▶ _Task prompt_
Nothing in the data should be left out, so repeat it all exactly.

▶ _Source data_
+++++

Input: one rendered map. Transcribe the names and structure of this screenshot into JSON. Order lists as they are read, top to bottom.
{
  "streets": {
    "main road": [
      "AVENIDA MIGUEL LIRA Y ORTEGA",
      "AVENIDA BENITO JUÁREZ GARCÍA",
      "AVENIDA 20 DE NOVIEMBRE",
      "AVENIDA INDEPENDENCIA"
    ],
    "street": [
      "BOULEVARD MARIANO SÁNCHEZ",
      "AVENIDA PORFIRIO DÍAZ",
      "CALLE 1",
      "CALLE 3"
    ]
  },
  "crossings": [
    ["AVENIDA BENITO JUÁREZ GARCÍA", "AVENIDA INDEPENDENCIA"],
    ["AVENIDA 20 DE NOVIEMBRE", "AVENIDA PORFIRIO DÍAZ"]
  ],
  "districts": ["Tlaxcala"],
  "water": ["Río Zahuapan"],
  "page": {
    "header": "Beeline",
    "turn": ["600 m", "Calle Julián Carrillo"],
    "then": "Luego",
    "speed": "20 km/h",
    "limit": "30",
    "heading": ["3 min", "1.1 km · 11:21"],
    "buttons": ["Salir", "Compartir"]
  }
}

+++++

▶ _Response to the exercise_
Input: one rendered map. Transcribe the names and structure of this screenshot into JSON. Order lists as they are read, top to bottom.
{
  "streets": {
    "main road": [
      "AVENIDA MIGUEL LIRA Y ORTEGA",
      "AVENIDA BENITO JUÁREZ GARCÍA",
      "AVENIDA 20 DE NOVIEMBRE",
      "AVENIDA INDEPENDENCIA"
    ],
    "street": [
      "BOULEVARD MARIANO SÁNCHEZ",
      "AVENIDA PORFIRIO DÍAZ",
      "CALLE 1",
      "CALLE 3"
    ]
  },
  "crossings": [
    ["AVENIDA BENITO JUÁREZ GARCÍA", "AVENIDA INDEPENDENCIA"],
    ["AVENIDA 20 DE NOVIEMBRE", "AVENIDA PORFIRIO DÍAZ"]
  ],
  "districts": ["Tlaxcala"],
  "water": ["Río Zahuapan"],
  "page": {
    "header": "Beeline",
    "turn": ["600 m", "Calle Julián Carrillo"],
    "then": "Luego",
    "speed": "20 km/h",
    "limit": "30",
    "heading": ["3 min", "1.1 km · 11:21"],
    "buttons": ["Salir", "Compartir"]
  }
}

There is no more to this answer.